• _What to produce_:
Please find how many lines of the data contain the string "image", and respond with that number only.

Top of Data for processing

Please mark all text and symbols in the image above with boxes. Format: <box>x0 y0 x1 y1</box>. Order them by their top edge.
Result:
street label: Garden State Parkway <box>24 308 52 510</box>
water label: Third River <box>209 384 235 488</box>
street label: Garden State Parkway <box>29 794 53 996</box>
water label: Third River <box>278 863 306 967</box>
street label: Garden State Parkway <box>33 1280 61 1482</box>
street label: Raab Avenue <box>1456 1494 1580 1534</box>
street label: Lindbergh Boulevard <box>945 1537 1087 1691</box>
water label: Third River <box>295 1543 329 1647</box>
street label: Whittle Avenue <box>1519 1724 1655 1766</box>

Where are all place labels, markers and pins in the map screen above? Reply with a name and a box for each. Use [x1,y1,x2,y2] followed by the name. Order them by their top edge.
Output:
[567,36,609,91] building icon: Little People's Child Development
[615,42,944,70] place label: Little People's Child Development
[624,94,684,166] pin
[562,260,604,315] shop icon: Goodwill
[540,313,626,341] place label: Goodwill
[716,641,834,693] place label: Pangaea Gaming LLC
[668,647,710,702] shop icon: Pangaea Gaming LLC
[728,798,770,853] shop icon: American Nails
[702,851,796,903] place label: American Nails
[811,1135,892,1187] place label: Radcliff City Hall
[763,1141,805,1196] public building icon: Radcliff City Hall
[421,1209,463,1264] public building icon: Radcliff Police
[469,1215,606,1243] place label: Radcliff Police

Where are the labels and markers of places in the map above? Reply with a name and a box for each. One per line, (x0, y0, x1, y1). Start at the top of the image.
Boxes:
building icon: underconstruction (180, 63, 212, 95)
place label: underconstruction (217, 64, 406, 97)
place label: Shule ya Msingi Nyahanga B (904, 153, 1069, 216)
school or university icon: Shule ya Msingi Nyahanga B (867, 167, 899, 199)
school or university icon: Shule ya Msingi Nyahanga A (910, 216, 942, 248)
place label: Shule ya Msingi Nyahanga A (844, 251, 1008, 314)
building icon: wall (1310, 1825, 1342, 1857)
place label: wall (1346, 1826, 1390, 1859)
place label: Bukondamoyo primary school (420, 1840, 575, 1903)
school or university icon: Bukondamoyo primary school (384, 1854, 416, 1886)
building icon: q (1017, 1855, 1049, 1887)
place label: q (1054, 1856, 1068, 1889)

Bottom of Data for processing

• _Answer_:
2